Using Parameters in SqlCommand
You can add parameters to a SqlCommand using the Parameters collection. Here’s an example.
using System;
using System.Data.SqlClient;
class Program
{
static void Main()
{
string connectionString = "YourConnectionStringHere";
string query = "SELECT FirstName, LastName FROM Employees WHERE EmployeeID = @EmployeeID";
using (SqlConnection connection = new SqlConnection(connectionString))
{
SqlCommand command = new SqlCommand(query, connection);
command.Parameters.AddWithValue("@EmployeeID", 1);
connection.Open();
SqlDataReader reader = command.ExecuteReader();
while (reader.Read())
{
Console.WriteLine($"{reader["FirstName"]} {reader["LastName"]}");
}
reader.Close();
}
}
}
Handling command execution results
Depending on the type of command, you will use different methods to handle the results.
ExecuteNonQuery
Use ExecuteNonQuery for commands that do not return any data, such as INSERT, UPDATE, and DELETE statements. It returns the number of rows affected.
using System;
using System.Data.SqlClient;
class Program
{
static void Main()
{
string connectionString = "YourConnectionStringHere";
string query = "UPDATE Employees SET LastName = @LastName WHERE EmployeeID = @EmployeeID";
using (SqlConnection connection = new SqlConnection(connectionString))
{
SqlCommand command = new SqlCommand(query, connection);
command.Parameters.AddWithValue("@LastName", "Smith");
command.Parameters.AddWithValue("@EmployeeID", 1);
connection.Open();
int rowsAffected = command.ExecuteNonQuery();
Console.WriteLine($"{rowsAffected} row(s) updated.");
}
}
}
ExecuteScalar
Use ExecuteScalar to retrieve a single value, such as an aggregate value.
using System;
using System.Data.SqlClient;
class Program
{
static void Main()
{
string connectionString = "YourConnectionStringHere";
string query = "SELECT COUNT(*) FROM Employees";
using (SqlConnection connection = new SqlConnection(connectionString))
{
SqlCommand command = new SqlCommand(query, connection);
connection.Open();
int employeeCount = (int)command.ExecuteScalar();
Console.WriteLine($"Total employees: {employeeCount}");
}
}
}
ExecuteReader
Use ExecuteReader for commands that return multiple rows of data.
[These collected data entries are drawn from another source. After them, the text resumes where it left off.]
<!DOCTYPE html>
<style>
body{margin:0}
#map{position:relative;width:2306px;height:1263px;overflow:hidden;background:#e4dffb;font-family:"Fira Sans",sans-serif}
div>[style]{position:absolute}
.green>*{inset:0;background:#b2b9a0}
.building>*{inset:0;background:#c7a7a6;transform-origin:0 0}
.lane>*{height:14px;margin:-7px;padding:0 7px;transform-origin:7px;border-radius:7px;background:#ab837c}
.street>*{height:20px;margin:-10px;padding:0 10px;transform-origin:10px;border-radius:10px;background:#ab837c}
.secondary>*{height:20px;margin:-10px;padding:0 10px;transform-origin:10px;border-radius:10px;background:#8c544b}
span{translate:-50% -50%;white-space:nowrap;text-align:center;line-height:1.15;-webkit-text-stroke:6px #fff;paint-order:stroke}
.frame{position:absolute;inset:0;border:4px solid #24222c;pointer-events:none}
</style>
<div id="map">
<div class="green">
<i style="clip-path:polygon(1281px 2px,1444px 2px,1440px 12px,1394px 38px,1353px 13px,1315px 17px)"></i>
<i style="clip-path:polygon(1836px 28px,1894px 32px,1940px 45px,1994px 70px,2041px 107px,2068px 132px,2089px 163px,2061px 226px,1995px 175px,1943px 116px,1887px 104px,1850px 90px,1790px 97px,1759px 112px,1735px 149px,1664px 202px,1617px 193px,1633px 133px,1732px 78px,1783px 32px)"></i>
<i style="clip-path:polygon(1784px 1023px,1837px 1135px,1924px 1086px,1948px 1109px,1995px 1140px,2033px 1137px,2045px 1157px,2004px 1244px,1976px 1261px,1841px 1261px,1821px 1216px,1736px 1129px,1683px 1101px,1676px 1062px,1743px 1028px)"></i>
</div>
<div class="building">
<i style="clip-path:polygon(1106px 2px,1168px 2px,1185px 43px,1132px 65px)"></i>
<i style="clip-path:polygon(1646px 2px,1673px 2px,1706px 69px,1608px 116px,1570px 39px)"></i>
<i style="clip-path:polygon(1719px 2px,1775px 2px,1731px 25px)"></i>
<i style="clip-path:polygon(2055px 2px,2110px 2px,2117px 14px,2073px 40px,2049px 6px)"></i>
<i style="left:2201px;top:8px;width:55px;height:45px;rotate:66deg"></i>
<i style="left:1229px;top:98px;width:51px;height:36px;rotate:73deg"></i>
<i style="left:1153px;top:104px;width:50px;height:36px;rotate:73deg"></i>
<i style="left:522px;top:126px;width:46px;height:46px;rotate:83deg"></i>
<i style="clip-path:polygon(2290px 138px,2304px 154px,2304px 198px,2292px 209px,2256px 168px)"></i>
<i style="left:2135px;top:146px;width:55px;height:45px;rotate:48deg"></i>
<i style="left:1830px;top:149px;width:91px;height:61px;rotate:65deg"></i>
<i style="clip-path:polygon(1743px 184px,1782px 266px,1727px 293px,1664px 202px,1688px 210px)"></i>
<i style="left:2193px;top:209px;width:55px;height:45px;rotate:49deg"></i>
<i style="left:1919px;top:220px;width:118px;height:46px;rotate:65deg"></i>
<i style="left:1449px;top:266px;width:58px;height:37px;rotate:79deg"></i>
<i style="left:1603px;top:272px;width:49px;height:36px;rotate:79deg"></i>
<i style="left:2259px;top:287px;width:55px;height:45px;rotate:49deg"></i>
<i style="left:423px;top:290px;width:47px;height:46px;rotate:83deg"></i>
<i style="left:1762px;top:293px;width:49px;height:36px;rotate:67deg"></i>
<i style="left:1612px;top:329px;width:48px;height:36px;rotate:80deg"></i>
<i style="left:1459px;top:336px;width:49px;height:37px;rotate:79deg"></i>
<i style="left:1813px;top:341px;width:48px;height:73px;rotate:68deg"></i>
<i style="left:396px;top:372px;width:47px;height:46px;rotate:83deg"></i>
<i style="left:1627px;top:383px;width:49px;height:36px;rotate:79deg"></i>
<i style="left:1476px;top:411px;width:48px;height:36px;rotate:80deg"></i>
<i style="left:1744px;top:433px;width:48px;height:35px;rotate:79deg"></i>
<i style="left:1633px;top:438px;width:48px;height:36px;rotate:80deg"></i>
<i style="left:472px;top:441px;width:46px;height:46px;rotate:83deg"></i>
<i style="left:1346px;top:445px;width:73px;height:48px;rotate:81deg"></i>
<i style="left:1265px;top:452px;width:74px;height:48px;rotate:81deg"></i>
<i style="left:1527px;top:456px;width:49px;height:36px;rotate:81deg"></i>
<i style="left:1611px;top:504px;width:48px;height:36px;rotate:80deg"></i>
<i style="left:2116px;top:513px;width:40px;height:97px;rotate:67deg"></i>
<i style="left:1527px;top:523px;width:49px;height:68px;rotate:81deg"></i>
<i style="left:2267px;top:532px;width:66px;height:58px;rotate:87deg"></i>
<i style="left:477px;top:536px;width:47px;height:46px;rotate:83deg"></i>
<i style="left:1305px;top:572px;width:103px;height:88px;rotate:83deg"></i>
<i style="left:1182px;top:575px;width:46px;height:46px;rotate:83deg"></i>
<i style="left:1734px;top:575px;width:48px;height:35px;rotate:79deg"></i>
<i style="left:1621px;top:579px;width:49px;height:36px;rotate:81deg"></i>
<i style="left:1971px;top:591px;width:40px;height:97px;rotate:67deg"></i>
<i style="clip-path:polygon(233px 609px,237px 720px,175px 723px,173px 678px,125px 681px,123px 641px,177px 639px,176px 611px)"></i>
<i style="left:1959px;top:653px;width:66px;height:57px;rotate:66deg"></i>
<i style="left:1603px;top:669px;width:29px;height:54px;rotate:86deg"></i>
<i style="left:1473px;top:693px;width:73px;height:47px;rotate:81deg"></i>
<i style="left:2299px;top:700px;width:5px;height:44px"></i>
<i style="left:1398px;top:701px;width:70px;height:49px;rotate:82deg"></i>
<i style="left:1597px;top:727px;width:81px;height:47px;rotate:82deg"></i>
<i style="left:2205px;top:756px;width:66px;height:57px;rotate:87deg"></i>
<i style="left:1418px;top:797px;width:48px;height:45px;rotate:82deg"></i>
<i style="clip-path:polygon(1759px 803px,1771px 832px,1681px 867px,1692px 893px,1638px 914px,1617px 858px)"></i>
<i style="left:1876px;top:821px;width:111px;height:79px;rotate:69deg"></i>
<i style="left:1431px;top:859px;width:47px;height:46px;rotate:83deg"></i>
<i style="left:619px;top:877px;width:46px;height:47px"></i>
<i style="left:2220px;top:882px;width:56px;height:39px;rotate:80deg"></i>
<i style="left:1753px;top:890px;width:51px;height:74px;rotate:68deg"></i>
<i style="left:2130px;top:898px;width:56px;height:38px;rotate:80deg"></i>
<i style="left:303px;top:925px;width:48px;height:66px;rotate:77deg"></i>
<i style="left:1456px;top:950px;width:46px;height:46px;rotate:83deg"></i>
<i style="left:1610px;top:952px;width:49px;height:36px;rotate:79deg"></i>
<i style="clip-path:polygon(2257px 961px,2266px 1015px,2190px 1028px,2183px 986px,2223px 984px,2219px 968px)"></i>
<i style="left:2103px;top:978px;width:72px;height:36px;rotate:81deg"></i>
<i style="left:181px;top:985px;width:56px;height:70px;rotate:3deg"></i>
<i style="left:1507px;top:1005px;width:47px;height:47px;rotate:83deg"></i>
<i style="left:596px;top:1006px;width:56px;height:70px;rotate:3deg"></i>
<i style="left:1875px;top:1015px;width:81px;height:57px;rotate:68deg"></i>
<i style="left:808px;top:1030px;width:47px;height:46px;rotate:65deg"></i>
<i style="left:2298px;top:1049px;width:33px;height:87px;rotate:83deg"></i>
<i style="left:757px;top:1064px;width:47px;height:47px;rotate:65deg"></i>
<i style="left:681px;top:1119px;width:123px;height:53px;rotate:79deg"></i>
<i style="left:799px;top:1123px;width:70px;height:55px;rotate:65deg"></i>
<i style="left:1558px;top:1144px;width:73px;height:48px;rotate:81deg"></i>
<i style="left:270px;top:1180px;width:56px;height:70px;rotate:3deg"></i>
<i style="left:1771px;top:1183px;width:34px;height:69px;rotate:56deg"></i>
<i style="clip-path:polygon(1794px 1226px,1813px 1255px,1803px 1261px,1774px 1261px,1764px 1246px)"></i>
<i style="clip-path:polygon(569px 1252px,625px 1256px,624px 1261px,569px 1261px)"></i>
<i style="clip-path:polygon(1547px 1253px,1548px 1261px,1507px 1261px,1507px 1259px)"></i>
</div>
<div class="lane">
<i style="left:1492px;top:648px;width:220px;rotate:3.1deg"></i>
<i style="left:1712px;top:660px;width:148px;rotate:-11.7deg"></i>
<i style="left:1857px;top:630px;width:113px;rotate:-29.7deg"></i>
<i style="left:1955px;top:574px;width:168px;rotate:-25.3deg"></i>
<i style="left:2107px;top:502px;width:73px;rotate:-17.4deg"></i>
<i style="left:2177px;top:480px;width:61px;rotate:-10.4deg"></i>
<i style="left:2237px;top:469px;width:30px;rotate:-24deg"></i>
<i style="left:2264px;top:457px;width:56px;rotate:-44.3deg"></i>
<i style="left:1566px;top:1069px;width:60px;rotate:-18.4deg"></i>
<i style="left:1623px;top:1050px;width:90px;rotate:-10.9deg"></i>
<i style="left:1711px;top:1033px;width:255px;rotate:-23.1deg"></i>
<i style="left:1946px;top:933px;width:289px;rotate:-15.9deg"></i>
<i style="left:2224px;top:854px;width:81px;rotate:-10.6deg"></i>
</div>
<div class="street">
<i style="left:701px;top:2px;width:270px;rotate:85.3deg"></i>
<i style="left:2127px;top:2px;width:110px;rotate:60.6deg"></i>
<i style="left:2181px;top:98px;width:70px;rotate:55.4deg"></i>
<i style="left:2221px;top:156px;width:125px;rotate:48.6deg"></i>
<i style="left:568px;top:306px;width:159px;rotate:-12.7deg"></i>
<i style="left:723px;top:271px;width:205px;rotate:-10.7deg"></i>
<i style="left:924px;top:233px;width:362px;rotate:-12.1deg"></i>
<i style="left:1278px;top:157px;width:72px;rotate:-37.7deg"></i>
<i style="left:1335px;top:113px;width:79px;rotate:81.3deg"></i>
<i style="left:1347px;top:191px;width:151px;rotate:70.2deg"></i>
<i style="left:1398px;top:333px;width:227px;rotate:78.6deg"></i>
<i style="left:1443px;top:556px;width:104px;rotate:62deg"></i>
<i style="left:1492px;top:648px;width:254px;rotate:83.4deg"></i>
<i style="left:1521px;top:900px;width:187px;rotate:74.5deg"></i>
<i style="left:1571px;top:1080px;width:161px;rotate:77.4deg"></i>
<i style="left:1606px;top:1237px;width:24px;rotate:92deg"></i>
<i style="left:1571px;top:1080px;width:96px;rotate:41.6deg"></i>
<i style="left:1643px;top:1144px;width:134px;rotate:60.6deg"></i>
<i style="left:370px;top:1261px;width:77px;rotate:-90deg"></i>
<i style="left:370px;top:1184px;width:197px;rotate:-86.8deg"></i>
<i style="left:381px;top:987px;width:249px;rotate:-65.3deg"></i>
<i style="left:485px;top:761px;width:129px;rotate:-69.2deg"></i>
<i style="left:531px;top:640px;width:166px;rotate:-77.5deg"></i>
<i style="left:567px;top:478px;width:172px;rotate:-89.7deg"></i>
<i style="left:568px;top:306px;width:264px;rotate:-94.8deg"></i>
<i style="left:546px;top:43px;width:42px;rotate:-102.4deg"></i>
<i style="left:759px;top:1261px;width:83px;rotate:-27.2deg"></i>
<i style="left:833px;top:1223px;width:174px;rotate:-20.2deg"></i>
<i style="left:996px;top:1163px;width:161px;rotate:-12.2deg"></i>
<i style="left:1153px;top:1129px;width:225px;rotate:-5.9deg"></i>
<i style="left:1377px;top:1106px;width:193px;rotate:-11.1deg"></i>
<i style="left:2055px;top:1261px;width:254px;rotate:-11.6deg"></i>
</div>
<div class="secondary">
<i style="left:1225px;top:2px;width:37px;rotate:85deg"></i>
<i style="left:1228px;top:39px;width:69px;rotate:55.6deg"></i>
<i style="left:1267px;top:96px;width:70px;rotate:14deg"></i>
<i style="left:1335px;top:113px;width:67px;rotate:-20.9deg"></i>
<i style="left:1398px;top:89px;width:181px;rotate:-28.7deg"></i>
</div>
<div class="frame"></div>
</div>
It returns a SqlDataReader that you can use to read the results.
using System;
using System.Data.SqlClient;
class Program
{
static void Main()
{
string connectionString = "YourConnectionStringHere";
string query = "SELECT FirstName, LastName FROM Employees";
using (SqlConnection connection = new SqlConnection(connectionString))
{
SqlCommand command = new SqlCommand(query, connection);
connection.Open();
SqlDataReader reader = command.ExecuteReader();
while (reader.Read())
{
Console.WriteLine($"{reader["FirstName"]} {reader["LastName"]}");
}
reader.Close();
}
}
}
Summary
The SqlCommand class in ADO.NET provides a robust way to execute SQL queries and stored procedures. By using parameters and parameterized queries, you can prevent SQL injection and ensure the security of your application. Handling command execution results appropriately allows you to manage the data returned from your queries effectively. With these techniques, you can leverage the full power of ADO.NET to interact with your SQL Server databases.